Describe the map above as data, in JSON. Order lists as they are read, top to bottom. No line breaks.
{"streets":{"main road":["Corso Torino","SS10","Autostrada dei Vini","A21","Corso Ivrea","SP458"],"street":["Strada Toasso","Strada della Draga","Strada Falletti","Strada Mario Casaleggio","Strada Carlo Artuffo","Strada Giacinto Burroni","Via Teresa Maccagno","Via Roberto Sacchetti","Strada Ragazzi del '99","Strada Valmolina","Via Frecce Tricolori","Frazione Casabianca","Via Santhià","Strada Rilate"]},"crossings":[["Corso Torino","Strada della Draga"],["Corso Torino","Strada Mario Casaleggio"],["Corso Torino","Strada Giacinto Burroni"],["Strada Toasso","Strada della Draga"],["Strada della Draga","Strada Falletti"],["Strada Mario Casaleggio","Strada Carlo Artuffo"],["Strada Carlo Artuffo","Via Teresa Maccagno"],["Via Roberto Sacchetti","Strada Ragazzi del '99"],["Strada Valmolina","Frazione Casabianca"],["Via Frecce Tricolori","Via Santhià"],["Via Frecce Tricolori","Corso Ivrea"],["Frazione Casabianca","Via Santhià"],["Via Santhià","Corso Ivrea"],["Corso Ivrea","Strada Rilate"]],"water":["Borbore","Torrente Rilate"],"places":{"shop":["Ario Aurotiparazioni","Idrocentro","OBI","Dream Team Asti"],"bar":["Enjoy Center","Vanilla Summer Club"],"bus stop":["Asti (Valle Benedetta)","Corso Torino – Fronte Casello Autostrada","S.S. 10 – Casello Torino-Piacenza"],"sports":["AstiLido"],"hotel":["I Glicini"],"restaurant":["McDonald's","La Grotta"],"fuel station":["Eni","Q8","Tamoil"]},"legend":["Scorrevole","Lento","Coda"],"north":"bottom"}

* * *

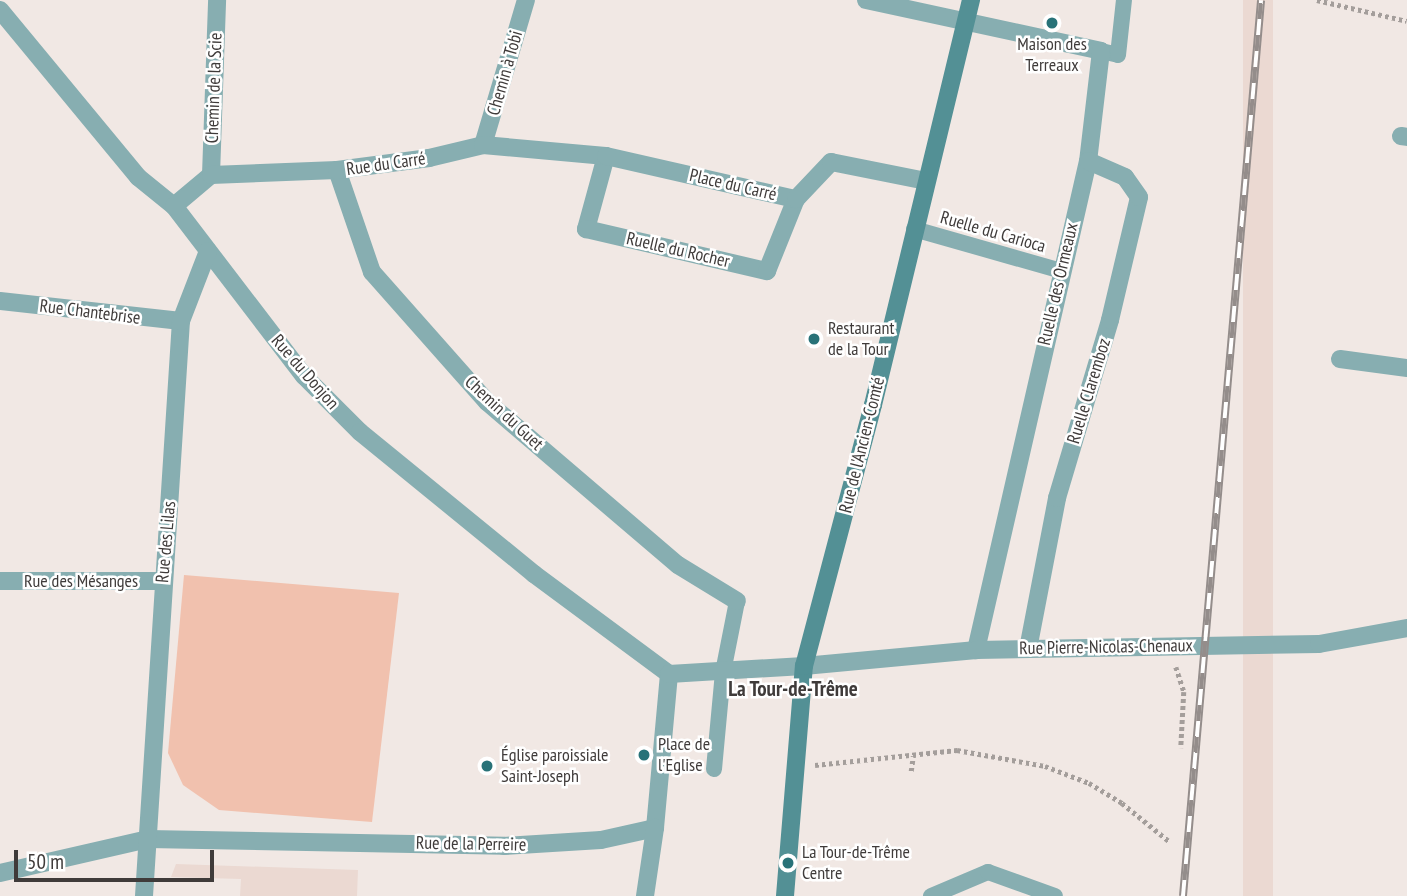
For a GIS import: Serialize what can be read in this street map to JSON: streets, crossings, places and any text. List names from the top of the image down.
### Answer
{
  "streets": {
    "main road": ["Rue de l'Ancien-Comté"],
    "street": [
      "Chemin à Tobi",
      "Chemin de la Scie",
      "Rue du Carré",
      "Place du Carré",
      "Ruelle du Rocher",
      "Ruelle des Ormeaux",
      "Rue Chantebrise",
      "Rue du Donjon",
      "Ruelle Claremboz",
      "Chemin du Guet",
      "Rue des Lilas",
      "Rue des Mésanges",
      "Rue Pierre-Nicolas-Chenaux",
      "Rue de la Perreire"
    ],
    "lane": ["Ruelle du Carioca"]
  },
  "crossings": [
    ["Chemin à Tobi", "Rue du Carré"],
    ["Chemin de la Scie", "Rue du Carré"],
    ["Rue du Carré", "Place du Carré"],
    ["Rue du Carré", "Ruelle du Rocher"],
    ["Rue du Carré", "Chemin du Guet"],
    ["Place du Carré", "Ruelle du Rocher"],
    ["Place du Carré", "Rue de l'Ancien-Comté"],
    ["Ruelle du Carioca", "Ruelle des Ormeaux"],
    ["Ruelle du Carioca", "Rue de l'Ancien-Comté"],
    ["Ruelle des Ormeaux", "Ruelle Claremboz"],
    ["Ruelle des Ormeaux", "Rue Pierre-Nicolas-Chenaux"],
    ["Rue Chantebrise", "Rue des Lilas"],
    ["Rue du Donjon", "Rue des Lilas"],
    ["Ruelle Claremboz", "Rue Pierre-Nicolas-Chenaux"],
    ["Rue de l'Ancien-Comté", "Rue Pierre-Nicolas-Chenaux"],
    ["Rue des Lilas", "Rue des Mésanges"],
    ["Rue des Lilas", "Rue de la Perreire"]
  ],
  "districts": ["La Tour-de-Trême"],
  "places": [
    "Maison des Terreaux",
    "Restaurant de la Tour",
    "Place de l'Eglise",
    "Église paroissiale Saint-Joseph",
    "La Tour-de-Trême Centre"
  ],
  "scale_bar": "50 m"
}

---

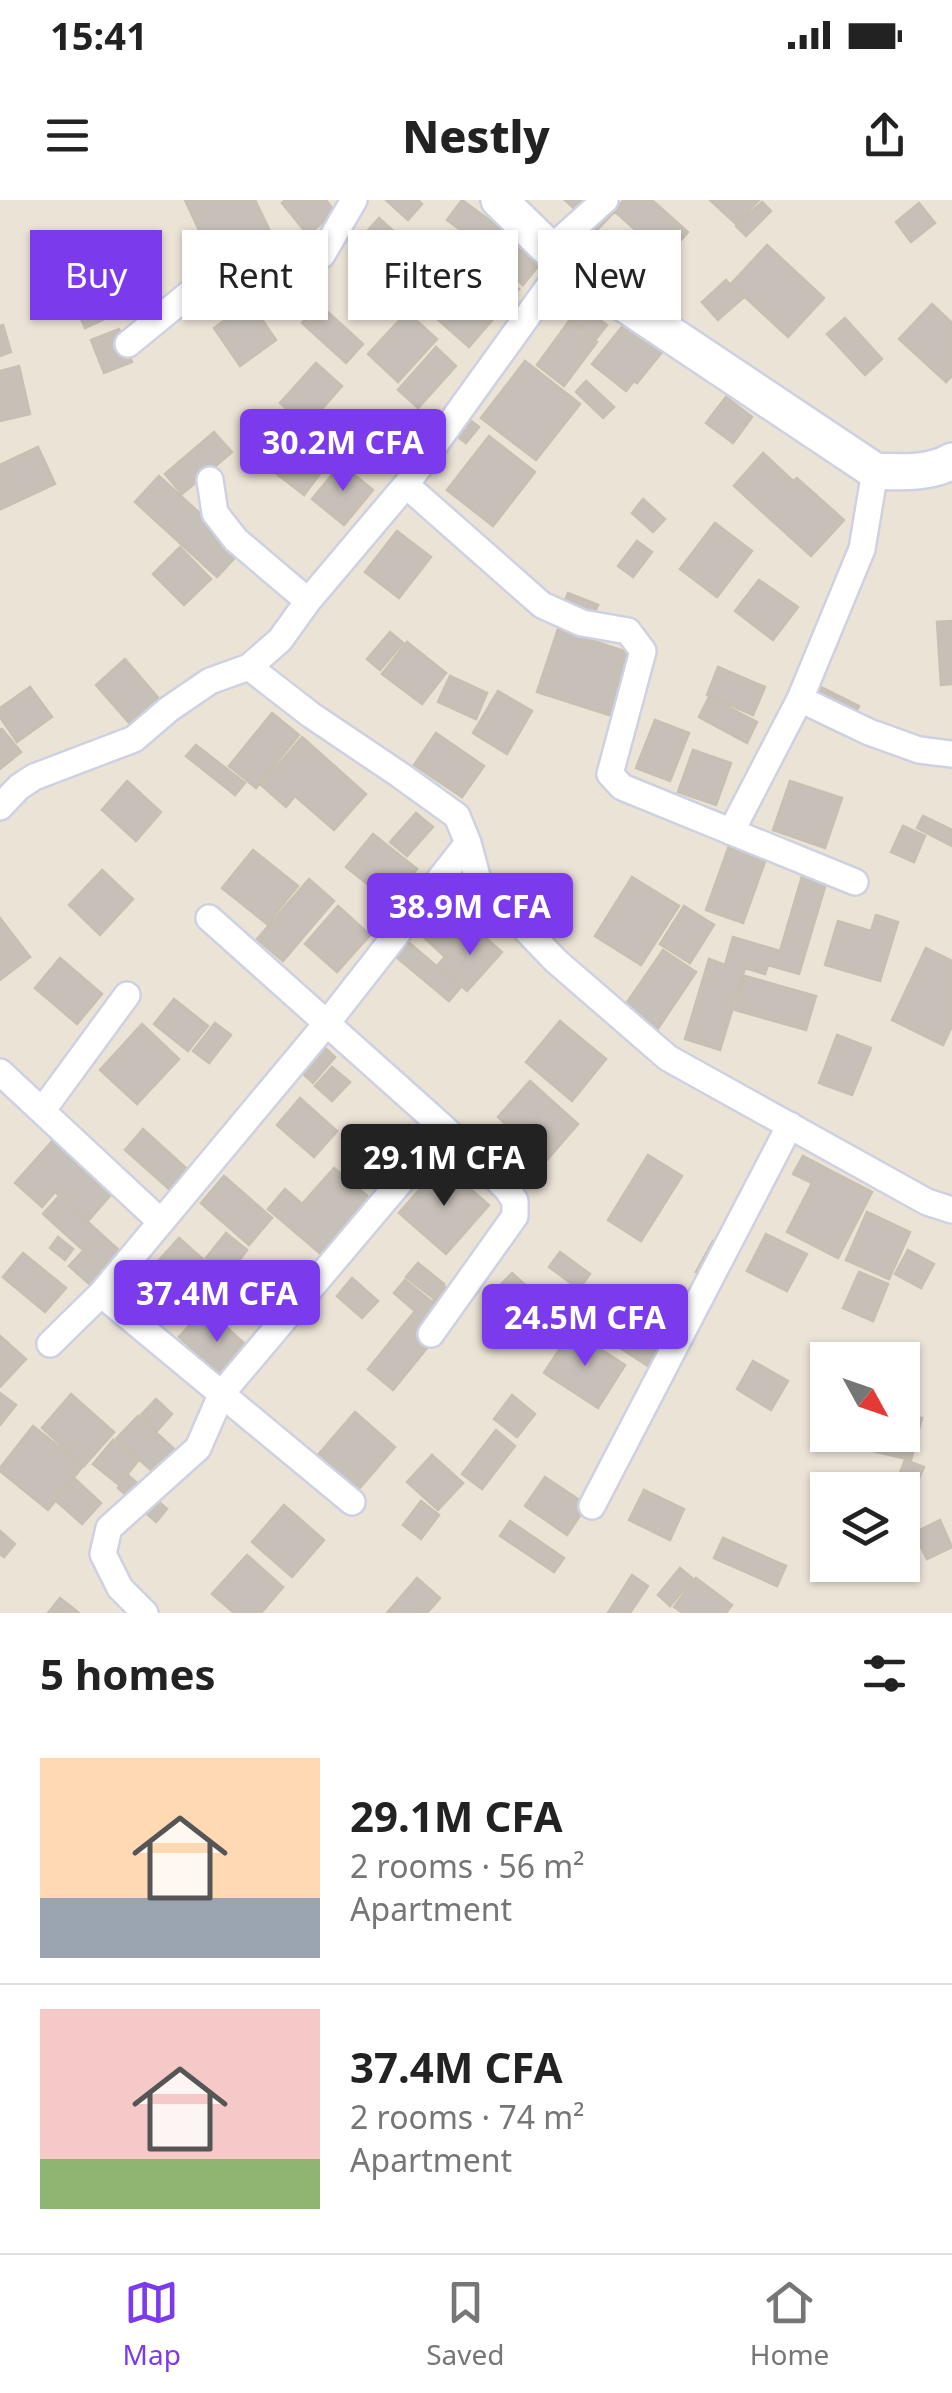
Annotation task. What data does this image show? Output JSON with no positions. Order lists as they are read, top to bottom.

§ **TASK DESCRIPTION**: Go through the listing above and list every line that has the word "this".

§ **COMPLETED EXERCISE**:
For a GIS import: Serialize what can be read in this street map to JSON: streets, crossings, places and any text. List names from the top of the image down.
Annotation task. What data does this image show? Output JSON with no positions. Order lists as they are read, top to bottom.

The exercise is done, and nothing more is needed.